I'm proud to announce that Polar 1.5 shipped this morning. One of the most exciting features of this release is support for cloud sync.

Cloud sync allows you to keep all your documents, PDFs, web page captures, and annotations consistent across all your computers (MacOS, Windows, and Linux).

Cloud sync is also real time. If your other computers are online while you're using Polar they are synchronized and up to date immediately.

We've also recently released our new Chrome Extension which allows you to capture web content directly from within Chrome and share it to Polar.

Cloud Sync Pricing

The goal is to make cloud sync freemium and to only charge for a small percentage of users. We're trying to target 5% of the users who use the most data.

Initially, we're going to play with the threshold on the amount of data we're going to allow before charging for data usage.

Per month charges will be $7.99 for up to 10GB of storage and smaller repositories will be free.

Right now we haven't enabled data plans and this should ship shortly.

That said, we'd like to make it free for anyone using Polar. If you invite other uses and they sign up for a Polar data package we'll give you a free month of service.

We're also not limiting the number of users you invite. If you invite 1k users and they all sign up and become users we're more than willing to give you 1000 months of storage!

Privacy

Data stored in Polar cloud sync is secured from other uses using Firebase security rules.

Right now our security rules are configured to only allow the user ID who wrote the data access to the data.

This means that even if someone were to discovery the URL to one of your documents they still could not access it because they don't have permission.

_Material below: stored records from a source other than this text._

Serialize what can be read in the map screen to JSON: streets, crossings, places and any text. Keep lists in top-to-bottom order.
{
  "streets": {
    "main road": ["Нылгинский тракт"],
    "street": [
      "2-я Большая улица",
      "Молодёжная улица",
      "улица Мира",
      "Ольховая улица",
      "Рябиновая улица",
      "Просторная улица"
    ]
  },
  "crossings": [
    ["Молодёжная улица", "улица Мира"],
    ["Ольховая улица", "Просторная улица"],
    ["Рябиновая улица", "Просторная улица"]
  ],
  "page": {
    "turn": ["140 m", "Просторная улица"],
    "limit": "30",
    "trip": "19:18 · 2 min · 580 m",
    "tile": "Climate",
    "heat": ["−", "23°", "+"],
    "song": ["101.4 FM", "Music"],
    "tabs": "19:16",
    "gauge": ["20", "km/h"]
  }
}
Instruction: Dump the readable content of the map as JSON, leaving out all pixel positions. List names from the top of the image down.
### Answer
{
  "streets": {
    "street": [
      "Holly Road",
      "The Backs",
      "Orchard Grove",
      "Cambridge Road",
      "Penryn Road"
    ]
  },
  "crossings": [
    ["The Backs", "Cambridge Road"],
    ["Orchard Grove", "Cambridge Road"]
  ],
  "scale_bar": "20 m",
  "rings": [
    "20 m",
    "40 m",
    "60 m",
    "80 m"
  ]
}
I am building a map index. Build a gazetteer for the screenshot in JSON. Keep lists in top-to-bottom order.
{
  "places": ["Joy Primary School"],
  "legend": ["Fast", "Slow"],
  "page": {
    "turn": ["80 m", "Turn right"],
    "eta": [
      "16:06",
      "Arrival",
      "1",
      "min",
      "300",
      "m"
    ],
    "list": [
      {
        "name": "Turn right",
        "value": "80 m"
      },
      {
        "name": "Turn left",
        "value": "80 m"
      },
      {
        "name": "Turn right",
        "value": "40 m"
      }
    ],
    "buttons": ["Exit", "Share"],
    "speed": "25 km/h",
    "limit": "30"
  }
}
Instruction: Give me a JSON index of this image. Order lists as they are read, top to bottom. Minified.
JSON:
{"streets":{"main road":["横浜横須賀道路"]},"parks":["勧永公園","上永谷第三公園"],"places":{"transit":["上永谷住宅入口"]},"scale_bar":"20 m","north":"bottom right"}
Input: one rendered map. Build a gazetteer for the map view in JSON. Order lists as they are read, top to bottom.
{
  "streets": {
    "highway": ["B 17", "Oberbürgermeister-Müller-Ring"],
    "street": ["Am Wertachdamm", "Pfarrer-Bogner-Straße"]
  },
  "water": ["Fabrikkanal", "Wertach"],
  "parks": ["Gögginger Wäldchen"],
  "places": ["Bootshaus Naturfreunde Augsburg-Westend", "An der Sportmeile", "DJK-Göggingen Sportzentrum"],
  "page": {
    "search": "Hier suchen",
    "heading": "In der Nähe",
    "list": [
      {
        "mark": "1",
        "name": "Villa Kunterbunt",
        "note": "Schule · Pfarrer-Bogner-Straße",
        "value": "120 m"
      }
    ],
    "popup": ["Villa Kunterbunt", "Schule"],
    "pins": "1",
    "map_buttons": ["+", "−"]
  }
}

When we add sharing to Polar we plan on changing these rules to include a 'visibility' options for the data to allow read for public documents. This will allow you to share your documents with other Polar users but only if you've configured them for public access

We intend on supporting both public and private by default and allow you to configure the visibility of documents per tag.

For example anything with a 'work' tag could be private but by default your documents are public. Or you could have a set of tags that are public (bitcoin, linux, etc) but anything else is private.

We also intend on supporting explicitly setting visibility per document by having visibility:public and visibility:private tags which always take priority.

We'd also like to support end-to-end encryption as an option in the future for your private document. Right now the infrastructure for that is in place but key management is the main concern. We're going to investigate how others have resolved this problem and implement something reasonable within Polar.

Given the concerns about your data privacy we're very much open to constructive criticism. If you have any thoughts here we'd love to hear them.

Stability and Bug Fixes

One of the things that's been great about our initial MVP release is that the Polar community has really stepped up and contributed a ton of positive feedback on how to improve the platform.

We've implemented a ton of features and bug fixes in this release.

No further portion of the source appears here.